**Instructions to follow:** Select the lines below containing the word "hidden".
** Opening Record excerpts block **
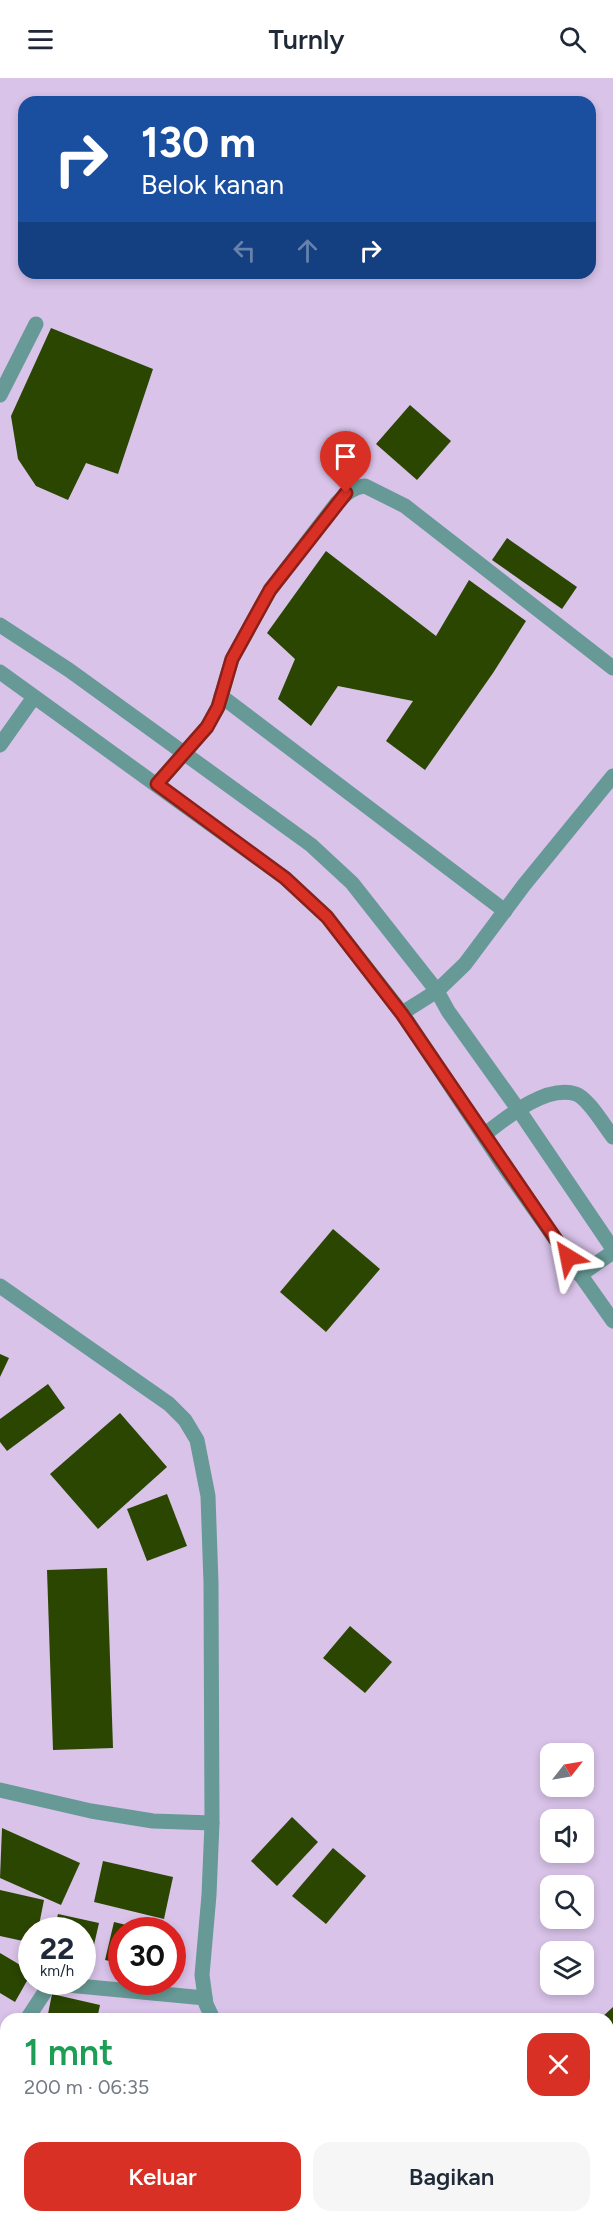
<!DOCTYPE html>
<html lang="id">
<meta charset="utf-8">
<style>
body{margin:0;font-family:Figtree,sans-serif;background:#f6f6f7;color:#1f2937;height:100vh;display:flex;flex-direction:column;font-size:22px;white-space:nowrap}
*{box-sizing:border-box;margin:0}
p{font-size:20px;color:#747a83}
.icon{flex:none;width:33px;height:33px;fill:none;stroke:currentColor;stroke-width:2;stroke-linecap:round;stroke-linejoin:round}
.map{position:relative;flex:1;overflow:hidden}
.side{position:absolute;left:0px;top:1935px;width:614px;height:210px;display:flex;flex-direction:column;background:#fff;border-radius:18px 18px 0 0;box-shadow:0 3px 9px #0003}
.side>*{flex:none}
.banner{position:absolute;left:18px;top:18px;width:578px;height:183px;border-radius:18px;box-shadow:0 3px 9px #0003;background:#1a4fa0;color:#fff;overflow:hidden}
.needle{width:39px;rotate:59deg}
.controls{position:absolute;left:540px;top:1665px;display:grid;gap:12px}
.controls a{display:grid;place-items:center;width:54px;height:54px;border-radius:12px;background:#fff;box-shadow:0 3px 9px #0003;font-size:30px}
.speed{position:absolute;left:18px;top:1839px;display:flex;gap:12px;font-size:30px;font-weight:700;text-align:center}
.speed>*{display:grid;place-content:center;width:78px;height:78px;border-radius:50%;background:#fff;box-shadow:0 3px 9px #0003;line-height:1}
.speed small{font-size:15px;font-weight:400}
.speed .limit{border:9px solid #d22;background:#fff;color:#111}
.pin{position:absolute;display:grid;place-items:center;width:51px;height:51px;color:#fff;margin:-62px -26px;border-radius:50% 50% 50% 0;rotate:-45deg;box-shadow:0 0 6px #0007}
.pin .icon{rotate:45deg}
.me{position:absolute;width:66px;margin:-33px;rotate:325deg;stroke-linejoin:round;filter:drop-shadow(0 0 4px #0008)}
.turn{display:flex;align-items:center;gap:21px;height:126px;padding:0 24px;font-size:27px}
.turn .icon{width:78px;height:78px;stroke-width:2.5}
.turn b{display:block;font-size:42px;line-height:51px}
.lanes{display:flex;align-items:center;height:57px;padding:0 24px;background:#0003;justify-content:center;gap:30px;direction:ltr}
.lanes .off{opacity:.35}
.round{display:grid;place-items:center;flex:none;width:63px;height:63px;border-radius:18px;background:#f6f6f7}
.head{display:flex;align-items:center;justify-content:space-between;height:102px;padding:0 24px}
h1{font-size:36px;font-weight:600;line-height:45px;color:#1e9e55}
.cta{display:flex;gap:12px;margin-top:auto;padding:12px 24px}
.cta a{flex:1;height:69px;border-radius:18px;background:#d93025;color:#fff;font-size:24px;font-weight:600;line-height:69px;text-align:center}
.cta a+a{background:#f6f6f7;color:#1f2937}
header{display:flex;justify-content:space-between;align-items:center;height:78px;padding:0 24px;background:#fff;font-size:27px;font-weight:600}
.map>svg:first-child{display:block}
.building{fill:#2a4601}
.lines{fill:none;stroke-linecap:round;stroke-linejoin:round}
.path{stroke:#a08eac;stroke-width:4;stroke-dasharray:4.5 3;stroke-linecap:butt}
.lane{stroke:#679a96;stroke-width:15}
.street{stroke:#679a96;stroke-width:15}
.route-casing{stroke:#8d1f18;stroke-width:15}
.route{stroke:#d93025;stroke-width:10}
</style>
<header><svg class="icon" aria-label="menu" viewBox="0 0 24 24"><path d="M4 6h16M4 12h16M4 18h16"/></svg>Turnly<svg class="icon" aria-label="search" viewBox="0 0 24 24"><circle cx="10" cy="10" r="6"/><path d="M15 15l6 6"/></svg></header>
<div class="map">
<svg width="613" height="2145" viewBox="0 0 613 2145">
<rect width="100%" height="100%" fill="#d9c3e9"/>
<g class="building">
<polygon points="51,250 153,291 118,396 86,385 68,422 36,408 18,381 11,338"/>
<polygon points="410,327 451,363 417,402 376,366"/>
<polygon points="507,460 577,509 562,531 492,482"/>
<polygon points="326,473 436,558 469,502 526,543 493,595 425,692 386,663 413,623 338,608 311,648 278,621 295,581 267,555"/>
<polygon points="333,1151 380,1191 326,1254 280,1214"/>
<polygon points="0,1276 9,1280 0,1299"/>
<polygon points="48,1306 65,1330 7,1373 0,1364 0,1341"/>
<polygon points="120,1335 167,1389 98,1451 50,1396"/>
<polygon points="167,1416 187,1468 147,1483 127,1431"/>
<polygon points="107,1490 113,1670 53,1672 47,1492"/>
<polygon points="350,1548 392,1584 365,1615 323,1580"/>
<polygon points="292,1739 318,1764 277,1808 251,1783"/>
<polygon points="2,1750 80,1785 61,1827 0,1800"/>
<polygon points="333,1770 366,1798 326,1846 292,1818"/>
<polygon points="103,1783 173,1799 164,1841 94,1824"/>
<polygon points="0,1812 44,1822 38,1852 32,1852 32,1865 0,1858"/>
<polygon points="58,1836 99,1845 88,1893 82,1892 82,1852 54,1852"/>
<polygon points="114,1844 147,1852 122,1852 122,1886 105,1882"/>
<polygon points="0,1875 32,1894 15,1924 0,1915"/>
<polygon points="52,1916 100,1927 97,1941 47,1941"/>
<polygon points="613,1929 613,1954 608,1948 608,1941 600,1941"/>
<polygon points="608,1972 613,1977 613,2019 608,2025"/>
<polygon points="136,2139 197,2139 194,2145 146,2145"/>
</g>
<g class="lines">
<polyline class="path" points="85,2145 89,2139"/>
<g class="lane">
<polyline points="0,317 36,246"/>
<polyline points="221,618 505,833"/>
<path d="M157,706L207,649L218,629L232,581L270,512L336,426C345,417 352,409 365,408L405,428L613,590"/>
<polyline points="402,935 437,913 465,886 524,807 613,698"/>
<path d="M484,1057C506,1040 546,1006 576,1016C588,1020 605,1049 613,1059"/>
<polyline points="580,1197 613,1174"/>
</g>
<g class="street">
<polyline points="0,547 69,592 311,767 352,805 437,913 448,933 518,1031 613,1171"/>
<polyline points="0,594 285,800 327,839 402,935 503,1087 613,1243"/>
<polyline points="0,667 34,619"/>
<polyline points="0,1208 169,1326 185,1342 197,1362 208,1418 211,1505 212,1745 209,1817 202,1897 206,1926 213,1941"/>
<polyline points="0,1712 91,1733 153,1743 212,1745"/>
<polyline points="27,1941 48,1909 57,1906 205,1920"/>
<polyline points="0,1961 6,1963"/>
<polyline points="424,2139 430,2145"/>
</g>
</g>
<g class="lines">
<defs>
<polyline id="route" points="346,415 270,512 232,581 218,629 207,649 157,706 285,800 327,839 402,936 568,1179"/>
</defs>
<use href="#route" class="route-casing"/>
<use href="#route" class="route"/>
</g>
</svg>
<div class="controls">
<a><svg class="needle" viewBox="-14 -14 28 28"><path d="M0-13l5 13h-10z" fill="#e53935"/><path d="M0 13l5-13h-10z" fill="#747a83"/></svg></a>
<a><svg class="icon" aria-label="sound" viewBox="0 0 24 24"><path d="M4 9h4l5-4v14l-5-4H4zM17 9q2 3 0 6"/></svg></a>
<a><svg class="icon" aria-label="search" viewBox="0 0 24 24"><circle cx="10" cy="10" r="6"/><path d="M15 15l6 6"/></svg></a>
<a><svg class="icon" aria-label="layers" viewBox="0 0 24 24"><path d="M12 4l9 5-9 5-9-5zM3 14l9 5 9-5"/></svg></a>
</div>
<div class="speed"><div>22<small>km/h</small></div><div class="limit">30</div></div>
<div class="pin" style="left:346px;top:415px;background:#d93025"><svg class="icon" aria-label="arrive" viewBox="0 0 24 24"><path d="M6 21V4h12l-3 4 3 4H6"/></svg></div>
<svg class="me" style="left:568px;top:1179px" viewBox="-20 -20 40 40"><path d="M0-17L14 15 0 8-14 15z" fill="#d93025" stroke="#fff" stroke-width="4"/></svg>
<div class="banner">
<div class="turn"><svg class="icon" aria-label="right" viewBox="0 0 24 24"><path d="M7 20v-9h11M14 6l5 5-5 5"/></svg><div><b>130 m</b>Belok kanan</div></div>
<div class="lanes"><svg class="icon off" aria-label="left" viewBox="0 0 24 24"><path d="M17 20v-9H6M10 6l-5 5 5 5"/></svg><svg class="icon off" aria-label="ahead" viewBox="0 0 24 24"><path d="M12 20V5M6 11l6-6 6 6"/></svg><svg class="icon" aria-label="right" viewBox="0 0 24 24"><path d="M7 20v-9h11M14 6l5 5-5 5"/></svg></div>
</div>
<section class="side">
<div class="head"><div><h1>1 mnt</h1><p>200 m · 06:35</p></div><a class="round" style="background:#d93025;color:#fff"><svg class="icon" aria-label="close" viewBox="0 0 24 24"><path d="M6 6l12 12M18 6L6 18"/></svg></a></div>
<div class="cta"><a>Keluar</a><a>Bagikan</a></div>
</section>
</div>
** Closing Record excerpts block **
**Result for this exercise:**
.map{position:relative;flex:1;overflow:hidden}
.banner{position:absolute;left:18px;top:18px;width:578px;height:183px;border-radius:18px;box-shadow:0 3px 9px #0003;background:#1a4fa0;color:#fff;overflow:hidden}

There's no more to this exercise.